School Under Threat of Death

ByABC News
May 16, 2003, 12:28 PM

May 21 -- Sitting in an austere Tehran living room, her clammy hands threatening to soil her answer sheet, Sahar R. knew that it was not the usual fear of academic failure that was causing her a bout of "examination nerves."

It was the terror that security officials from unknown quarters of the Iranian government might swoop into the nondescript living room, where a small group of teenagers sat furiously scribbling their undergraduate tests in the early 1990s, that set her heart racing.

For if she was caught, the punishment was something the studious undergraduate preferred not to imagine. It could be a brief detention, a prolonged imprisonment, torture, even execution one never quite knew in the Islamic Republic of Iran, and one was content not to find out.

As a member of the severely persecuted Bahai religion in Iran in the early 1990s, Sahar (her name has been changed to protect relatives who remain in Iran) knew she had precious few basic human rights.

Comprising Iran's largest religious minority, Bahais, who believe in the equality of all faiths, are considered heretics by the Shiite Muslim authorities that came into power after the 1979 Islamic Revolution.

With no official recognition in the Iranian constitution as a religious minority, the list of persecutions and intimidations against Bahais is extensive and has been the subject of frequent condemnations by international human rights groups.

But for Sahar who was a sprightly 10-year-old when the revolution shook her country the government ban on Bahais attending universities or receiving any sort of higher education seemed particularly unfair.

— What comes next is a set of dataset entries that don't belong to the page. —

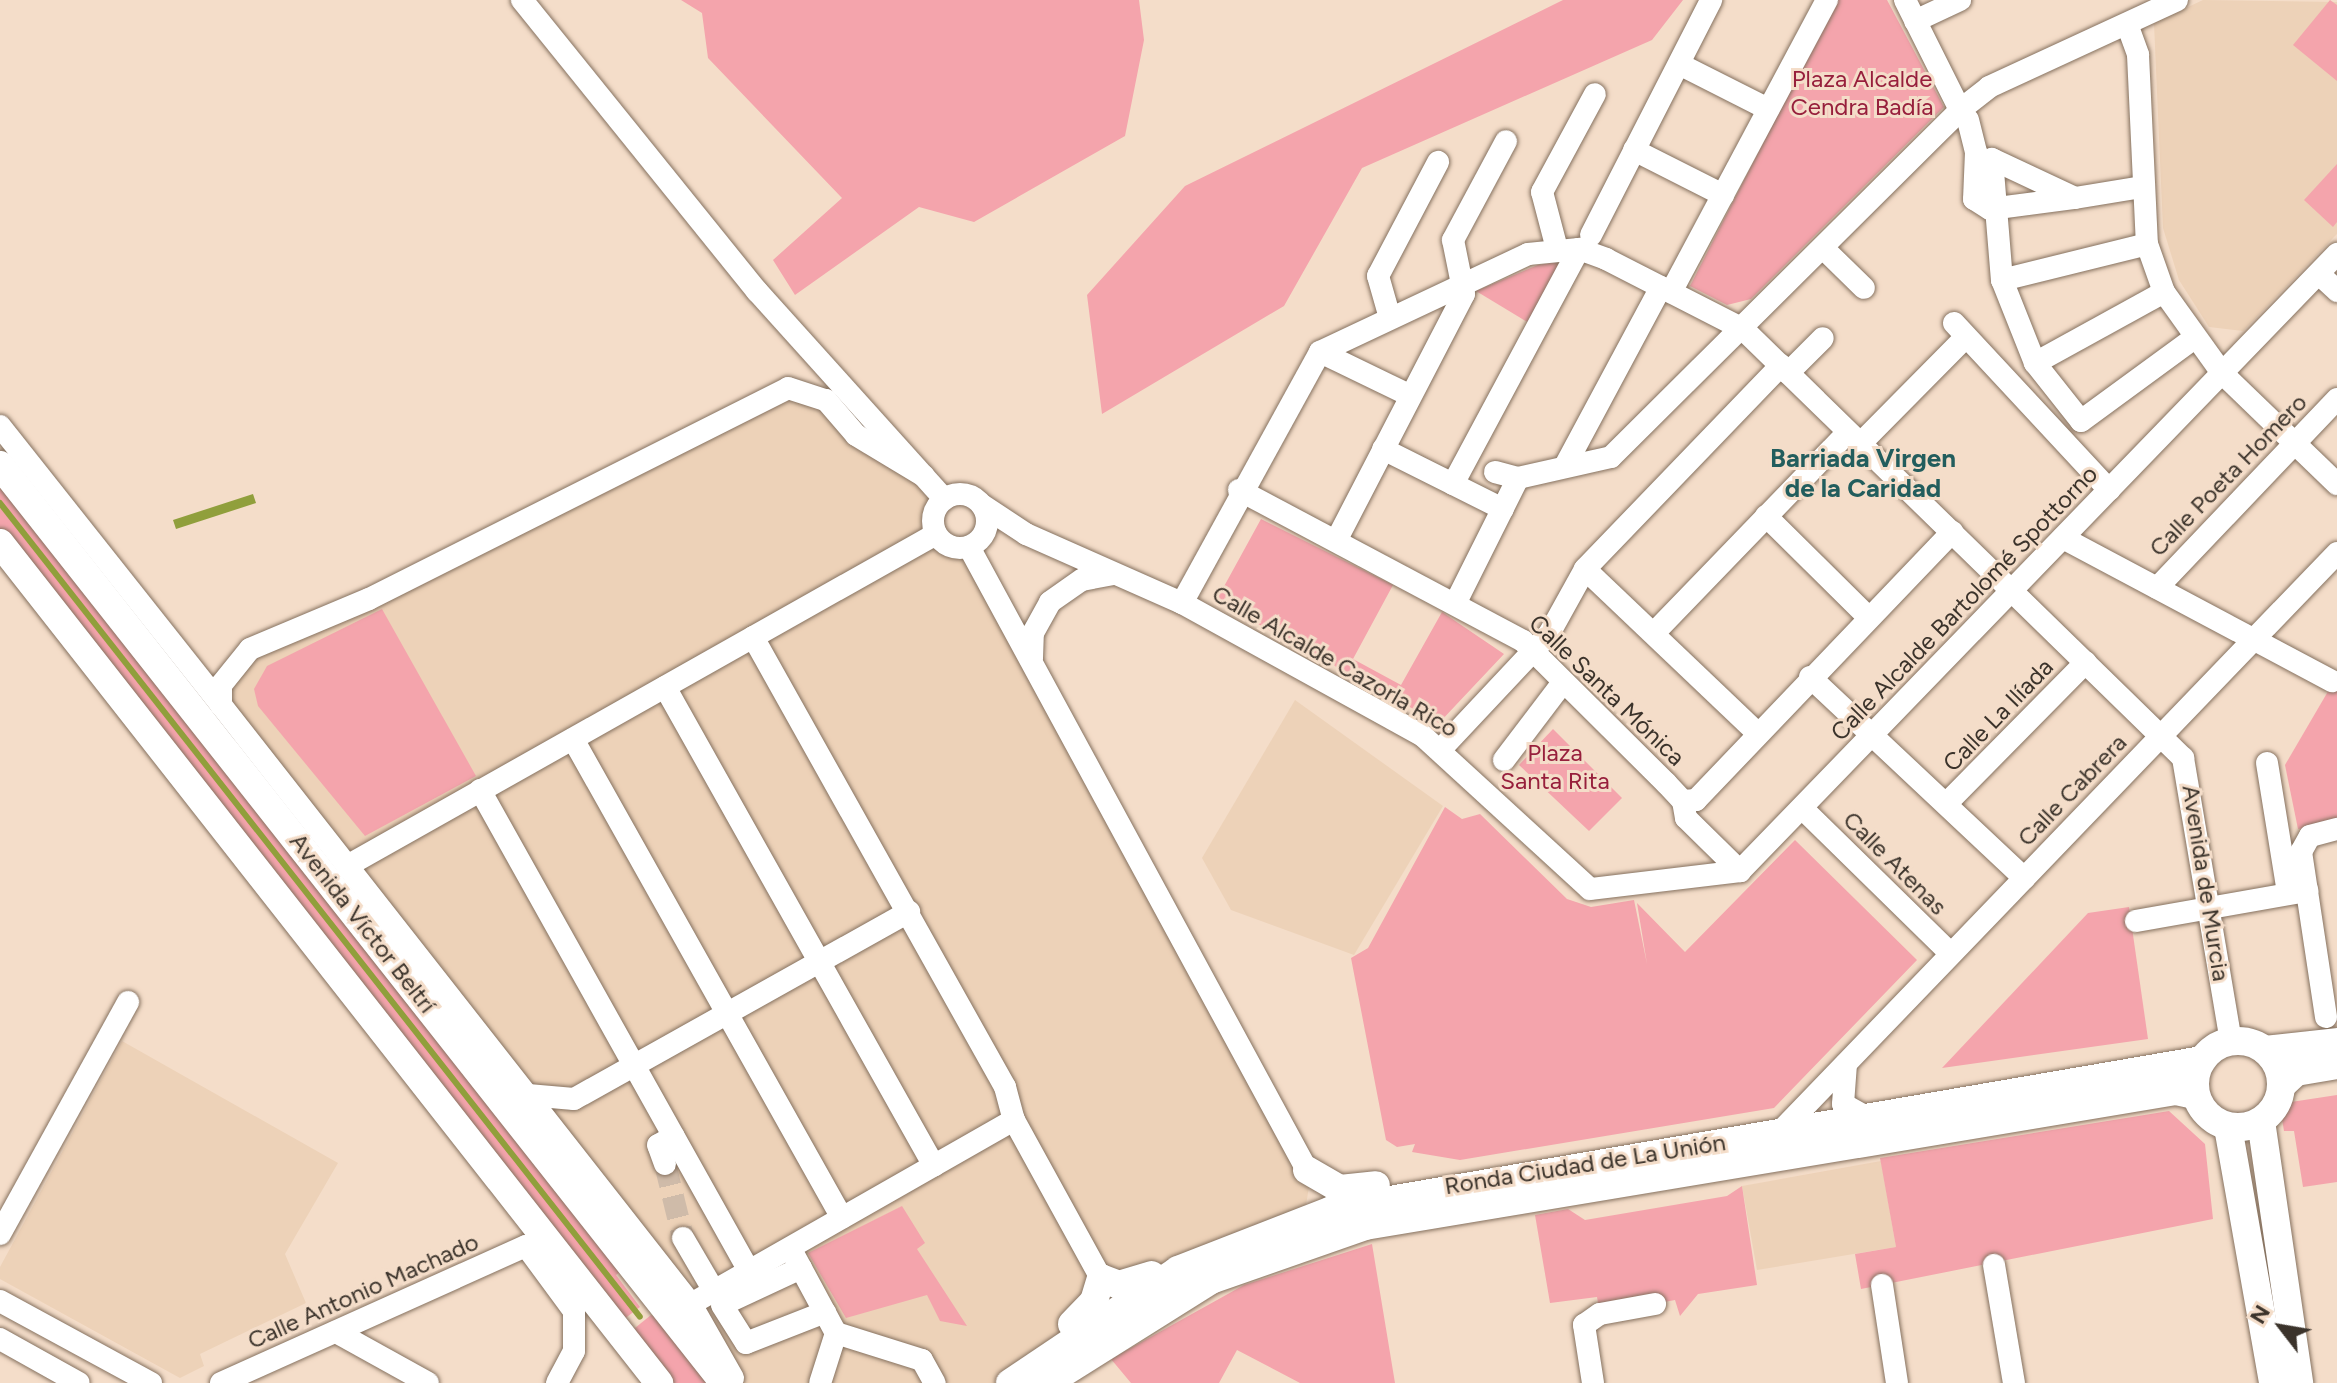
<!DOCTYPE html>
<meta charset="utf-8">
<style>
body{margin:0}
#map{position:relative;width:2337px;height:1383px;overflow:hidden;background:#f4ddc9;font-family:Figtree,sans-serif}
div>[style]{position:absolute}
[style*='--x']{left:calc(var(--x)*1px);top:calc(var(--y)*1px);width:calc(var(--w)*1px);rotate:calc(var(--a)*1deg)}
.built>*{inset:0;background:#edd2b8}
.green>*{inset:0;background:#f4a4ac}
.water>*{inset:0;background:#909f3c}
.stream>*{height:6px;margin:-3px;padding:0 3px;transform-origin:3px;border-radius:3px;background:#909f3c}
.minor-tunnel>*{height:22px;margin-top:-11px;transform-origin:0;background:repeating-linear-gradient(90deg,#cfbba9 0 22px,transparent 0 33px)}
.roads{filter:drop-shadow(0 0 2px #85715f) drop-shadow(0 0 2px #85715f)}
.minor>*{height:22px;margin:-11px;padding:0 11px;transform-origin:11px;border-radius:11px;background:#fff}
.minor>.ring{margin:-11px;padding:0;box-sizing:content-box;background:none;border:22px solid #fff;border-radius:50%}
.major>*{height:28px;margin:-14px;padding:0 14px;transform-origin:14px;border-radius:14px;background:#fff}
.major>.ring{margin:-14px;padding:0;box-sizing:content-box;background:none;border:28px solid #fff;border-radius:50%}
span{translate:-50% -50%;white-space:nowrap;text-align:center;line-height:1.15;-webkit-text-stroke:6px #f4ddc9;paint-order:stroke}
.park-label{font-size:24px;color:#971f3c}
.street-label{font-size:24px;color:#3b332b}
.neighbourhood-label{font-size:26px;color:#225d5d;font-weight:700}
.north{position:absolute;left:2241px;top:1287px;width:80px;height:80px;-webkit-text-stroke:6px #f4ddc9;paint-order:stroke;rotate:301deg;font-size:22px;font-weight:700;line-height:32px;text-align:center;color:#3b332b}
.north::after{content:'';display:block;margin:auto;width:28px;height:36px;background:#3b332b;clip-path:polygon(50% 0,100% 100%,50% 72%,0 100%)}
</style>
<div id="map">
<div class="built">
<i style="clip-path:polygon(2203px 0,2337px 2px,2337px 234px,2243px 331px,2209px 327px,2179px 280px,2163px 228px,2154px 23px)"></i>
<i style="clip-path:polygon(809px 390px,943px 498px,936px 534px,962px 547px,1309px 1187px,1306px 1205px,1096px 1297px,1010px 1383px,736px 1383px,221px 691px,241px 656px)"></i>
<i style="clip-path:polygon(1295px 700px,1443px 806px,1354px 955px,1231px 910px,1202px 858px)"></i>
<i style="clip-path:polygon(122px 1041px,338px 1163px,285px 1254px,306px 1303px,200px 1354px,204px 1366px,180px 1378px,0 1279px,0 1267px)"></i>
<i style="clip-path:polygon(1881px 1161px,1896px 1247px,1757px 1270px,1742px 1186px)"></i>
</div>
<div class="green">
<i style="clip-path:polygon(681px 0,1139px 0,1144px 40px,1125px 136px,974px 222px,919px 207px,795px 295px,773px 260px,842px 198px,708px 58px,702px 13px)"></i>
<i style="clip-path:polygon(1563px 0,1683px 0,1652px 40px,1362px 168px,1284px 306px,1102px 414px,1087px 295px,1185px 186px)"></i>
<i style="clip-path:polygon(1836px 0,1887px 0,1944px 107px,1751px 299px,1727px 305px,1690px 286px)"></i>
<i style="clip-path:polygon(2330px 0,2337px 5px,2337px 81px,2293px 45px)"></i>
<i style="clip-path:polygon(2337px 164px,2337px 222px,2333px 227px,2304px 200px)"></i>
<i style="clip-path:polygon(1563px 261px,1529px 323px,1476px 291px,1538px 265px)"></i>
<i style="clip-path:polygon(0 465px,630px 1264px,616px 1275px,640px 1307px,615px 1326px,0 543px)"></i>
<i style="clip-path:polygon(1261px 519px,1393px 585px,1353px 659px,1401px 685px,1442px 612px,1504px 654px,1439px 723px,1216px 601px)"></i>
<i style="clip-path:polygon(382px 609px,476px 776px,365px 836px,258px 706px,254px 689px,267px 666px)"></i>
<i style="clip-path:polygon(2337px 676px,2337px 823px,2298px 829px,2285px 765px)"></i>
<i style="clip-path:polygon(1553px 729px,1622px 798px,1589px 831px,1519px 765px)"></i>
<i style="clip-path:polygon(1445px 807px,1462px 819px,1480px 814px,1567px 899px,1591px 907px,1634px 900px,1647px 964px,1637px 903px,1685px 952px,1795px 840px,1917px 960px,1774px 1108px,1460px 1160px,1412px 1152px,1415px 1144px,1397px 1147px,1386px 1140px,1351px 958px,1368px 948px)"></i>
<i style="clip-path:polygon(2129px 907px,2148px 1039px,1942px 1068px,2088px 913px)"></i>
<i style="clip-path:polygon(2337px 1095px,2337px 1182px,2303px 1187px,2294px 1131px,2284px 1131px,2282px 1119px,2291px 1102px)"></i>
<i style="clip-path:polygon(2169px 1111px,2205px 1144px,2213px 1219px,1861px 1289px,1855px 1254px,1896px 1247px,1880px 1158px)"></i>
<i style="clip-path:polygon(1742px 1186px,1757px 1285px,1698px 1294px,1680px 1316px,1675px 1300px,1600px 1314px,1597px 1297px,1550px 1303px,1535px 1215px,1568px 1209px,1585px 1220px,1727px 1196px)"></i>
<i style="clip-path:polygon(902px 1206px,925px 1243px,917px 1249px,967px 1326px,940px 1321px,927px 1295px,846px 1318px,808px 1253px)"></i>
<i style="clip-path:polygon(1372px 1244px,1395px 1383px,1300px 1383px,1237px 1350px,1219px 1383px,1131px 1383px,1111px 1359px,1244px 1285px)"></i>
<i style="clip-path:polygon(651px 1315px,659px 1318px,708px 1383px,673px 1383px,637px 1335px,635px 1328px)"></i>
</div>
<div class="water">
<i style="clip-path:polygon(253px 494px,256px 503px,176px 529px,173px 520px)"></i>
</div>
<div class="stream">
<i style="--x:0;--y:503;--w:1035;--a:51.82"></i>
</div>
<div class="minor-tunnel">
<i style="--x:665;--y:1164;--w:76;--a:76.3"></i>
</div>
<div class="roads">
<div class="minor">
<i style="--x:522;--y:0;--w:374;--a:51.1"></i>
<i style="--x:757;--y:291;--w:280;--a:48"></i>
<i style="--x:1905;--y:0;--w:123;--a:63.4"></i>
<i style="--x:1915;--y:21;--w:50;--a:-25"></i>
<i style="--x:2127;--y:24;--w:33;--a:70"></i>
<i style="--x:2138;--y:55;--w:189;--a:87.3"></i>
<i style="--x:2147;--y:244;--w:51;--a:70.5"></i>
<i style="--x:2164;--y:292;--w:100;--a:54.4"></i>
<i style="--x:2222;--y:373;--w:160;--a:44"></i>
<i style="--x:1679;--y:64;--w:100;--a:26.8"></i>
<i style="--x:1968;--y:120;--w:33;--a:76"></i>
<i style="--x:1976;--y:152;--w:47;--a:92.4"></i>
<i style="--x:1974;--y:199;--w:19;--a:32"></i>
<i style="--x:1990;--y:209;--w:84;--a:-7.5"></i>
<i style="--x:1634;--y:150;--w:100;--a:26.8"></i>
<i style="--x:2142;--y:187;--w:68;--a:170.7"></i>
<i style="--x:2075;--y:198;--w:92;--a:-154.8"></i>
<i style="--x:1992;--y:159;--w:121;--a:85.3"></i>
<i style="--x:2002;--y:280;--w:89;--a:68.3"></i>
<i style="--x:2035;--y:363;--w:74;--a:51.6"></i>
<i style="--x:2081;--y:421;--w:139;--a:-36.2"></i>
<i style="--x:1591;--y:235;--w:264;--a:-62.9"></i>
<i style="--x:1823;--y:248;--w:57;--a:44.3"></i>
<i style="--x:1557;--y:249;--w:59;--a:-104.7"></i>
<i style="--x:1542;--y:192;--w:111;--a:-61.6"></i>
<i style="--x:2319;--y:274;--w:25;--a:43"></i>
<i style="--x:2002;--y:280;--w:149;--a:-13.9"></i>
<i style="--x:1671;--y:292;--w:331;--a:-61.9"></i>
<i style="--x:1390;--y:318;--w:44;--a:-105.9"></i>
<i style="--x:1378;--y:276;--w:129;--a:-62.2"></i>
<i style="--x:1954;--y:323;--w:228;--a:47.1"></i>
<i style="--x:1320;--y:352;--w:99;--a:25.8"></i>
<i style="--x:2035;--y:363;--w:147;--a:-28.8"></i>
<i style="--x:1788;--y:373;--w:49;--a:-45"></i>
<i style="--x:0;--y:426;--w:356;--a:51.6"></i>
<i style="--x:1861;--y:443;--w:149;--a:-45.3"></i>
<i style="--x:1383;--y:449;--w:134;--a:26.6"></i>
<i style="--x:1565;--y:466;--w:203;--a:-61.8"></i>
<i style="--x:1495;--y:472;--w:24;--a:15"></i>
<i style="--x:1518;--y:478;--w:95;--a:-12.7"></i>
<i style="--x:1611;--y:457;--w:492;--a:-44.8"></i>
<i style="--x:1960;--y:110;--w:37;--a:-38"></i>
<i style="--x:1989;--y:87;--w:207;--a:-24.8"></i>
<i style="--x:1453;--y:484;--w:267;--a:-61.8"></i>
<i style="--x:1239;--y:490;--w:322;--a:28"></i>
<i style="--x:1523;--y:641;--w:202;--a:44.8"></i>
<i style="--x:1666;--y:783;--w:25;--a:47"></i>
<i style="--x:1683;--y:801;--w:17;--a:80"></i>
<i style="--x:1686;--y:818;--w:76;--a:44.5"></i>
<i class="ring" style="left:933px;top:494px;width:32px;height:32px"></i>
<i style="--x:982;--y:505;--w:53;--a:33.4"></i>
<i style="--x:1026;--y:534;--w:171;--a:23.9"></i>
<i style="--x:1182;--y:603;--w:275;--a:28.9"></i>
<i style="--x:1423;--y:736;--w:226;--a:42.5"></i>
<i style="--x:1590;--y:889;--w:151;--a:-6.8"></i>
<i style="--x:1740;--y:871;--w:859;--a:-45.94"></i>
<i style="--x:1766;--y:516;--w:144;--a:44.7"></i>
<i style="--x:2063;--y:538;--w:305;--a:28"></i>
<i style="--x:1337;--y:539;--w:276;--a:-62.6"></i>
<i style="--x:1464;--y:294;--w:55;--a:-101.5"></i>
<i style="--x:1453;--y:240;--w:112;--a:-61.8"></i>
<i style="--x:969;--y:547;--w:709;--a:61.52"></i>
<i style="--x:1585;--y:569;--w:235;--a:43.6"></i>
<i style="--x:2157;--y:588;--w:261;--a:-46.4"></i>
<i style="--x:1457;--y:600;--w:136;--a:-63.4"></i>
<i style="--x:1182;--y:603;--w:286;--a:-61.2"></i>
<i style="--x:1320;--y:352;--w:230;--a:-25.2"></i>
<i style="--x:1528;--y:254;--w:51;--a:-5.6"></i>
<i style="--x:1579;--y:249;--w:29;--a:20"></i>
<i style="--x:1606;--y:259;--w:154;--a:27.1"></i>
<i style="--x:1743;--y:329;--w:615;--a:44.27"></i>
<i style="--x:2183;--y:758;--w:287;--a:80.4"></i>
<i style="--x:1654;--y:633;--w:279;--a:-46"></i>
<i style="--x:753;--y:637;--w:516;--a:60.75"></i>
<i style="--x:1005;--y:1087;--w:34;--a:75"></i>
<i style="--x:1014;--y:1120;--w:180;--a:61.2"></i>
<i style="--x:1032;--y:658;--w:25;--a:-88"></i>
<i style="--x:1033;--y:633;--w:35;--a:-61"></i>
<i style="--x:1050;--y:602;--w:39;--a:-35"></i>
<i style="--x:1082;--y:580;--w:32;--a:-11"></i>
<i style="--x:1810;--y:677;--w:294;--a:43.2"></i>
<i style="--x:665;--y:687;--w:549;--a:60.68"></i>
<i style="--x:573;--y:739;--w:549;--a:60.68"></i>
<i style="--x:1442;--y:748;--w:156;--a:-46.8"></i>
<i style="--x:1549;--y:634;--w:74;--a:-61"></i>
<i style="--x:1585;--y:569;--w:283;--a:-46.1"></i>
<i style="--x:1504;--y:760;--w:94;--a:-52.8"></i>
<i style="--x:2267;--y:763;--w:132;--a:80.8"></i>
<i style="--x:480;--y:790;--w:551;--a:60.78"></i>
<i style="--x:1683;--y:801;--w:13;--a:-4"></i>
<i style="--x:1696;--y:800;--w:371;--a:-46.3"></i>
<i style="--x:1946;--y:804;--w:199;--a:-45.4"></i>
<i style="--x:1803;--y:809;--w:207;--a:44.4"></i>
<i style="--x:347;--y:866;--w:676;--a:-29.41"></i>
<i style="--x:2136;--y:921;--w:174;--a:-10"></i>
<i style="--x:2326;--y:1017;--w:167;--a:-98.6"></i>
<i style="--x:2301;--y:852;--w:18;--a:-61"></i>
<i style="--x:2310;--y:836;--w:28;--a:-15"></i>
<i style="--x:1846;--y:1064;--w:40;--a:94.3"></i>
<i style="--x:1843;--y:1104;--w:31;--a:29"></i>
<i style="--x:528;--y:1095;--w:46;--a:5"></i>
<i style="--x:574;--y:1099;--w:384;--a:-29.2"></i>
<i style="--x:1781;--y:1131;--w:802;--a:-46.11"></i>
<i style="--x:665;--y:1164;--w:20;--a:-110"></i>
<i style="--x:658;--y:1145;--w:18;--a:-29"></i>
<i style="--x:0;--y:1234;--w:265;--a:-61.1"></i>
<i style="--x:683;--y:1238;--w:61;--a:59.7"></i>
<i style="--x:795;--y:1257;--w:86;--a:61.7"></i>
<i style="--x:836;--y:1333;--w:52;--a:107.7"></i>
<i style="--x:1994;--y:1265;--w:120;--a:80.4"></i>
<i style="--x:801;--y:1268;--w:87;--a:154.9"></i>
<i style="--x:722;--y:1305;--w:45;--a:57.7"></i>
<i style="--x:746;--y:1343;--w:85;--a:-21.4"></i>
<i style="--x:1882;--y:1285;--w:99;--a:81.3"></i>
<i style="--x:0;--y:1301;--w:172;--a:28.5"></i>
<i style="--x:691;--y:1304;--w:372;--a:-29.7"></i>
<i style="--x:336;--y:1332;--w:105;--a:29"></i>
<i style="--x:836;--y:1333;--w:90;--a:17.4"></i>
<i style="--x:922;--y:1360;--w:26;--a:61"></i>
<i style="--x:0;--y:1339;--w:90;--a:29.1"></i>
<i style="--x:733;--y:1378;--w:85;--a:-119.6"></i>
<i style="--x:691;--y:1304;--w:761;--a:-128.12"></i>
<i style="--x:221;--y:705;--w:20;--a:-90"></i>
<i style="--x:221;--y:685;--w:46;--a:-51.1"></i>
<i style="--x:250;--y:649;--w:129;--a:-22.8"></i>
<i style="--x:369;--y:599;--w:469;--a:-26.7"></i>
<i style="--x:788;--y:388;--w:40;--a:18"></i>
<i style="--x:826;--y:400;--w:46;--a:49.4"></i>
<i style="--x:856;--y:435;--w:79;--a:31.1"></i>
<i style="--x:221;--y:1383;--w:334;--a:-24.2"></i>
<i style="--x:526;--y:1246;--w:81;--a:53.6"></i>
<i style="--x:574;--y:1311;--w:40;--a:90"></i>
<i style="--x:574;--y:1351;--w:36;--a:118"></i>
<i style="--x:1593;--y:1383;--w:59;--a:-98.8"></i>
<i style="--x:1584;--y:1325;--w:19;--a:-35"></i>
<i style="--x:1600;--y:1314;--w:56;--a:-10.3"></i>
</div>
<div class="major">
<i style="--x:0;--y:465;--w:1169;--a:51.74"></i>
<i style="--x:0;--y:543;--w:1068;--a:51.88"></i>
<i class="ring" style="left:2195px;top:1041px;width:58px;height:58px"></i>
<i style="--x:2265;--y:1050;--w:72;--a:-6.3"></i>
<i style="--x:2281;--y:1086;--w:21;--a:-43"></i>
<i style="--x:2296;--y:1072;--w:42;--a:-9.7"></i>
<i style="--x:2261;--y:1121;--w:265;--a:81.7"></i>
<i style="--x:2228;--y:1127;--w:260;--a:80"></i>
<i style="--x:1307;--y:1170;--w:38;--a:30"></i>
<i style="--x:1340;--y:1189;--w:36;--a:-6"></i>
<i style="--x:1072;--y:1324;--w:32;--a:-46"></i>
<i style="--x:1094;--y:1301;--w:24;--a:-73"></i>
<i style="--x:1101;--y:1278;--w:19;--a:21"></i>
<i style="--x:1119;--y:1285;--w:34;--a:-17"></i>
<i style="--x:1010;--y:1383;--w:202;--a:-33.9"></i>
<i style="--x:1178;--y:1270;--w:165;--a:-21.3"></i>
<i style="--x:1332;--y:1210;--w:883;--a:-9.78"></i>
<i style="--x:1047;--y:1383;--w:194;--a:-32.1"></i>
<i style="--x:1211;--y:1280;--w:163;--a:-19.3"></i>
<i style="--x:1365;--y:1226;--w:822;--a:-9.45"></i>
<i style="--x:2176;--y:1091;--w:19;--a:12"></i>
</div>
</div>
<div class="park-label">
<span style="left:1862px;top:93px">Plaza Alcalde<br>Cendra Badía</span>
<span style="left:1555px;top:767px">Plaza<br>Santa Rita</span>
</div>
<div class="street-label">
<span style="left:2228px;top:475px;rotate:-46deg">Calle Poeta Homero</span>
<span style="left:1964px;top:603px;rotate:-46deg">Calle Alcalde Bartolomé Spottorno</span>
<span style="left:1335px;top:661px;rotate:30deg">Calle Alcalde Cazorla Rico</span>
<span style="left:1607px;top:690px;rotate:44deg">Calle Santa Mónica</span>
<span style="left:1998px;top:715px;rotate:-46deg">Calle La Ilíada</span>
<span style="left:2072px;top:790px;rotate:-46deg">Calle Cabrera</span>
<span style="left:1895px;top:863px;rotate:45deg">Calle Atenas</span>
<span style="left:2206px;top:883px;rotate:81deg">Avenida de Murcia</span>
<span style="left:363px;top:923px;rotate:52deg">Avenida Víctor Beltrí</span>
<span style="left:1585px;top:1164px;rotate:-9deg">Ronda Ciudad de La Unión</span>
<span style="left:363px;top:1291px;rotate:-24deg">Calle Antonio Machado</span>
</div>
<div class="neighbourhood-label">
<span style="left:1863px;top:474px">Barriada Virgen<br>de la Caridad</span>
</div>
<div class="north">N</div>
</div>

"I always knew I would not be able to attend university while I was in school," Sahar said in a phone interview with ABCNEWS.com from Boston, where the 32-year-old Iranian refugee works as a clinical social worker with trauma patients.

"But as I got older in my senior high school years, it really started to sink in," she said. "All my Muslim friends were going to college and I couldn't. They felt bad of course, but there was nothing they could do about it to be even seen as supporting the Bahais was dangerous."

But help arrived in the form of a clandestine underground "university" set up by the intrepid Bahai community, which has always placed a high emphasis on education.

An Underground University Is Born

Started on a small scale in 1987, the secretive BIHE (Bahai Institute of Higher Education) has been operating stealthily, under great duress, in Bahai living rooms, garages and offices across Iran.

In what has been called "an elaborate act of communal self-preservation," the BIHE valiantly attempts to provide an education for the community's deprived youth, bucking a state effort to prevent future generations of Bahais from reaching any positions of influence in Iran.

At grave risk to their lives, Bahai teachers, professionals and volunteers have cobbled together a complex system of administrative deception, offering a variety of subjects, disseminated mostly through smuggled course materials, photocopied and hand-delivered to students.